== Segment start ==
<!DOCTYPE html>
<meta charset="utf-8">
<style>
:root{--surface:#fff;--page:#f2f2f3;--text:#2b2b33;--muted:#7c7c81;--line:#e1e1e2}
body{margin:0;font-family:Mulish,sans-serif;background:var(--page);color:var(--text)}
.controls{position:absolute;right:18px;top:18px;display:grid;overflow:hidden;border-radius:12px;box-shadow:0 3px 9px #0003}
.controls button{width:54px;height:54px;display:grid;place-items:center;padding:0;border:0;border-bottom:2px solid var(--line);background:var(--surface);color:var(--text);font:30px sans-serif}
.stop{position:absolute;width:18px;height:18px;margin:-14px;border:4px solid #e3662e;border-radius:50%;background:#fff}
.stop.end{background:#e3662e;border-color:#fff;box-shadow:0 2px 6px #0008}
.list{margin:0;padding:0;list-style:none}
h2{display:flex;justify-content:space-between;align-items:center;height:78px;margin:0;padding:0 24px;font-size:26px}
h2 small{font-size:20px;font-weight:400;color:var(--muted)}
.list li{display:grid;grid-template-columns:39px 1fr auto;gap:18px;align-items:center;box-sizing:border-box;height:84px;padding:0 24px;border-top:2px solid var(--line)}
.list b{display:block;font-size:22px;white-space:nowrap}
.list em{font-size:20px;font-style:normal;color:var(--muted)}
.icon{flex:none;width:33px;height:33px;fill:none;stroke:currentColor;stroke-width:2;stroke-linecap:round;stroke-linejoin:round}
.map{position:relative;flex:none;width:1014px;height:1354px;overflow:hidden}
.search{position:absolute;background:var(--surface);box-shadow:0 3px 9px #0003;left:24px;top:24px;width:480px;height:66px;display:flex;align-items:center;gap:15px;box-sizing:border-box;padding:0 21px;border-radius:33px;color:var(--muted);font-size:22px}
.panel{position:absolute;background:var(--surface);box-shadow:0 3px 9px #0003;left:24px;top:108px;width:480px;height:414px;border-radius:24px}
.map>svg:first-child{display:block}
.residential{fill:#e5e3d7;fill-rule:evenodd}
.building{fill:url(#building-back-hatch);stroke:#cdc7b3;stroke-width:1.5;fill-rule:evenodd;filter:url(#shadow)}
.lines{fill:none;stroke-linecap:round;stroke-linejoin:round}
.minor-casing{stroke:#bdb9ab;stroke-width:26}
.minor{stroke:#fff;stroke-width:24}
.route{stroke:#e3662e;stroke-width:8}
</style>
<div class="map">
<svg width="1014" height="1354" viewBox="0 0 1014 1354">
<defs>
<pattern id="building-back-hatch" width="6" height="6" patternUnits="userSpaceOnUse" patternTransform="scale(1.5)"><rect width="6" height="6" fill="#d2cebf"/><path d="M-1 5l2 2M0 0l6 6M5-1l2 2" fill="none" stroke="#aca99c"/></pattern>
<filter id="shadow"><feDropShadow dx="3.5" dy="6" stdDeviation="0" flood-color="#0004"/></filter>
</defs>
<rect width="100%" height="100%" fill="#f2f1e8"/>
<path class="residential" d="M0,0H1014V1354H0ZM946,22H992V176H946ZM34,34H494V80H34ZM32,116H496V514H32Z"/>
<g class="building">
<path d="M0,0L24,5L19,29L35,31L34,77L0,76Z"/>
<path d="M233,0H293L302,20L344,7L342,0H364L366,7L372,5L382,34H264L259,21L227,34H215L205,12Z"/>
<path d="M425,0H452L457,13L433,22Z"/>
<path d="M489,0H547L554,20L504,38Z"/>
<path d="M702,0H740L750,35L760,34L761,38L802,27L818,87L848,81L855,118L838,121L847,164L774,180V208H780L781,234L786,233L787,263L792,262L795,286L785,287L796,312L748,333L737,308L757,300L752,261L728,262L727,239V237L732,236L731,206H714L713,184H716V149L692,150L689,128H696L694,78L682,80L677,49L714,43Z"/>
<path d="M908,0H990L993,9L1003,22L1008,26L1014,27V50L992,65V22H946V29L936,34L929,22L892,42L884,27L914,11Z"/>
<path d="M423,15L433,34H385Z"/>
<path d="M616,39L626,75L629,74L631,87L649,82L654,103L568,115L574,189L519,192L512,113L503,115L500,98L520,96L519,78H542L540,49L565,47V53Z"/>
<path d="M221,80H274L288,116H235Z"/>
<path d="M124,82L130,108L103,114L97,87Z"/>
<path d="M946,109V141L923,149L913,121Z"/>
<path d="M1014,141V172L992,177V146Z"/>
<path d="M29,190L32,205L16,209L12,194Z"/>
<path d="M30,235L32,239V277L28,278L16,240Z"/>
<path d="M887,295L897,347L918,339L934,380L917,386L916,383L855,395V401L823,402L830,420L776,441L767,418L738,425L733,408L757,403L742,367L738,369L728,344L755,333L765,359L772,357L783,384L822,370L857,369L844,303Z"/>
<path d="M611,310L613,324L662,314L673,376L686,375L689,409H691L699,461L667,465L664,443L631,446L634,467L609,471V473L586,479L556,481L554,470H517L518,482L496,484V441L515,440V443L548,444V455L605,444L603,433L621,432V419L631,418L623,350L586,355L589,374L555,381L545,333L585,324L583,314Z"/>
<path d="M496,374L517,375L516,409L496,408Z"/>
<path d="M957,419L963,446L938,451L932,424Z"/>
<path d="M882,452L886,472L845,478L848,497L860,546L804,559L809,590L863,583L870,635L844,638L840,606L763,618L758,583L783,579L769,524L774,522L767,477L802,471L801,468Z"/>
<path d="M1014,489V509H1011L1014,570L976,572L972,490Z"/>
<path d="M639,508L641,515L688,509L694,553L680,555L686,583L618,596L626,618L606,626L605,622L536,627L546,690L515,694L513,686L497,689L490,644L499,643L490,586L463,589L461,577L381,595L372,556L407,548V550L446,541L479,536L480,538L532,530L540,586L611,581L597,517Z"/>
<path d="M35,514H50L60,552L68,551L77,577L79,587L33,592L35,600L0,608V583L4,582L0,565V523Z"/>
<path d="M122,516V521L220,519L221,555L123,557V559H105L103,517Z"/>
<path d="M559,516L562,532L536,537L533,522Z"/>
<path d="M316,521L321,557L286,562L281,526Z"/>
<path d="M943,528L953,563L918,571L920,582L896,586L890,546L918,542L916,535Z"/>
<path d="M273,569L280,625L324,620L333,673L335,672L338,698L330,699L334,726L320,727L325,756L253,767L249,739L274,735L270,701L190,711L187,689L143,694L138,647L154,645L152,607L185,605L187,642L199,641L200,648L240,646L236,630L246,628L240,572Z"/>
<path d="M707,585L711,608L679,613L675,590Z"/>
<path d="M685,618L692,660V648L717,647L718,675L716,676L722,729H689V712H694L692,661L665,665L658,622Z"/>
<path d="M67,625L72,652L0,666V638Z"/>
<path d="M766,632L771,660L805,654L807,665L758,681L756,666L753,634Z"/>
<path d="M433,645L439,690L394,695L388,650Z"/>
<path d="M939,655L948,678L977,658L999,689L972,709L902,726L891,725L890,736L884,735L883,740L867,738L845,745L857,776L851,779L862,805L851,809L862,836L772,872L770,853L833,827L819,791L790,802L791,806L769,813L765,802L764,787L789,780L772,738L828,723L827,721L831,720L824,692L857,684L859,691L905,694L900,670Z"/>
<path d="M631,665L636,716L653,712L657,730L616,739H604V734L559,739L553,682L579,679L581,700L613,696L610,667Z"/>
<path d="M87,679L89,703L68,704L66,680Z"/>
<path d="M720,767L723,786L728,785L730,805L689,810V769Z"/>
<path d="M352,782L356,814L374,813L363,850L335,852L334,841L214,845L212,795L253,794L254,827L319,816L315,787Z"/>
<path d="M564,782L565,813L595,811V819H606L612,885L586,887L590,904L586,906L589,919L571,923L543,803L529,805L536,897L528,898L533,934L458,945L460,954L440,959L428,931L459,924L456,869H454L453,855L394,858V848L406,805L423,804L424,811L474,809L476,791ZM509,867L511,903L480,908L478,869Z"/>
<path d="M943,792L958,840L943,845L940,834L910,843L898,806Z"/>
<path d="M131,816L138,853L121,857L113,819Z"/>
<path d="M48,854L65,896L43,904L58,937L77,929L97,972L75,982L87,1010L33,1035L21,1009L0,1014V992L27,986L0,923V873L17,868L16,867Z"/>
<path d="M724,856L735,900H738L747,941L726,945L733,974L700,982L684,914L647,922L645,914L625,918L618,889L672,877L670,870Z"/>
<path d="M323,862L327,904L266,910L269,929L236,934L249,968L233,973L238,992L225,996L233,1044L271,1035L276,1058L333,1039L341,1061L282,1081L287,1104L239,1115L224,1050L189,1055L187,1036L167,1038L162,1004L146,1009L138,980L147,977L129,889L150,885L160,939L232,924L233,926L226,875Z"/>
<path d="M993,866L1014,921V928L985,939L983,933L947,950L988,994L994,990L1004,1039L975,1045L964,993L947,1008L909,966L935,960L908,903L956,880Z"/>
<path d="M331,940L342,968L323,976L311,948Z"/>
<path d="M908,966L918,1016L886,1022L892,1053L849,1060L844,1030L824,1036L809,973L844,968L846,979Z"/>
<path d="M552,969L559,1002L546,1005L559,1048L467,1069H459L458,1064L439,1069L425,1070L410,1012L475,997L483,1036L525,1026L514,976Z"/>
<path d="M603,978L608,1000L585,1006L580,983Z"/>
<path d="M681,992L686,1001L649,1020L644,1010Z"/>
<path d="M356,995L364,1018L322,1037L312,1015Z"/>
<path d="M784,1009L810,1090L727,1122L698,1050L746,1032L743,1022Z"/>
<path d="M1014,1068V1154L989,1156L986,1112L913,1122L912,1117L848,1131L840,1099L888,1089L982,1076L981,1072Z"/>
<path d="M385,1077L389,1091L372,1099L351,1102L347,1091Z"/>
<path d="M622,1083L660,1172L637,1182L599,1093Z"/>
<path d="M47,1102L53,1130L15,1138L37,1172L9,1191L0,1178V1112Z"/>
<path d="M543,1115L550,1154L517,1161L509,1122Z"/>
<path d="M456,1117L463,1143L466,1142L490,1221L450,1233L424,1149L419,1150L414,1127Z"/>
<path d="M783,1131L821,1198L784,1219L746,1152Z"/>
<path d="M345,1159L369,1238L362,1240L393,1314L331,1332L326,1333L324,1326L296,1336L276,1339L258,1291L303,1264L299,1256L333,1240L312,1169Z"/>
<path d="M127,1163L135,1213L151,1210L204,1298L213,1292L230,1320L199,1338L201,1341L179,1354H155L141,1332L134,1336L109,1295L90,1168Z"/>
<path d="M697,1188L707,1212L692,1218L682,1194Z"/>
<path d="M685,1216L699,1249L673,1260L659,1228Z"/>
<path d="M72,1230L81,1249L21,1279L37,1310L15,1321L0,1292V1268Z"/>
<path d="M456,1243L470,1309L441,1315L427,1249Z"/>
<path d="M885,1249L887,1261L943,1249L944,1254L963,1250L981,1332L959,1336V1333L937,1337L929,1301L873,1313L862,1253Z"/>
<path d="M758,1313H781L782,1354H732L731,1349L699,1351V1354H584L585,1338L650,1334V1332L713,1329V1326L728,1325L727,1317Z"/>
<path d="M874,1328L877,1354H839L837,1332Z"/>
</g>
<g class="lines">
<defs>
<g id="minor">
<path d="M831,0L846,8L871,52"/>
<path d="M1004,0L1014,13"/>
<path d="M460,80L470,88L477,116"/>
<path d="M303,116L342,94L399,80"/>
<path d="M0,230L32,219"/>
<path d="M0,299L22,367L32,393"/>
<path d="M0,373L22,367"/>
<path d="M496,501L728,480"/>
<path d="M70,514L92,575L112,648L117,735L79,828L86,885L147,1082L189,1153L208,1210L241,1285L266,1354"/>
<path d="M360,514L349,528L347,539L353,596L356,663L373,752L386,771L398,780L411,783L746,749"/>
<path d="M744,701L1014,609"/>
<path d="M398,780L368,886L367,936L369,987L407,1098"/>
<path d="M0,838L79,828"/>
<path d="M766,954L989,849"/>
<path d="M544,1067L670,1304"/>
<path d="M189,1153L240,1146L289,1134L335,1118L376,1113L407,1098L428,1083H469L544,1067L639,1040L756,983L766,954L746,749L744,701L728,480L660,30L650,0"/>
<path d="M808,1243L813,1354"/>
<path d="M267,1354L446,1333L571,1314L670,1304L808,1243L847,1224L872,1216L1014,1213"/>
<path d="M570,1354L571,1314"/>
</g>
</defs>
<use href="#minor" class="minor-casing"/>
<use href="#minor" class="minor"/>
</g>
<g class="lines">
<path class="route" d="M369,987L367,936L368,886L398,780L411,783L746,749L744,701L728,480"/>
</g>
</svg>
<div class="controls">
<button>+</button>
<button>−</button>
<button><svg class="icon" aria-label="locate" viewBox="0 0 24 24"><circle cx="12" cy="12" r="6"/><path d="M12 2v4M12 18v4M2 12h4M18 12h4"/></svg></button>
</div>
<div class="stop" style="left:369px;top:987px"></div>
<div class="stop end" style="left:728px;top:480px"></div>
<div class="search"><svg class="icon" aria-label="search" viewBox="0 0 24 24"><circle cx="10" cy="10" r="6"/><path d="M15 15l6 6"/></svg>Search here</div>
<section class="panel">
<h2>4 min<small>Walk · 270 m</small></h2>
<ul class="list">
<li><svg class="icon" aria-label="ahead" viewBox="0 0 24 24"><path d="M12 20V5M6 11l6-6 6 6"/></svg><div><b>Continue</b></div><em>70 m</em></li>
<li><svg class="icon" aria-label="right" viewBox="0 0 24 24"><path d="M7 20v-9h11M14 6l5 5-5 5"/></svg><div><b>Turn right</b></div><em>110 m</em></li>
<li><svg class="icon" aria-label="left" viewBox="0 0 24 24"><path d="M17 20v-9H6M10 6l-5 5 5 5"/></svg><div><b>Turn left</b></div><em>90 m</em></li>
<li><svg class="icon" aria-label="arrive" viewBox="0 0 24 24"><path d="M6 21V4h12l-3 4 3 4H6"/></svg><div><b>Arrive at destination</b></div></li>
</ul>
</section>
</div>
== Segment end ==
▸ **Problem details**
When a line contains the string "linecap", copy it from the records.

▸ **Answer section**
.icon{flex:none;width:33px;height:33px;fill:none;stroke:currentColor;stroke-width:2;stroke-linecap:round;stroke-linejoin:round}
.lines{fill:none;stroke-linecap:round;stroke-linejoin:round}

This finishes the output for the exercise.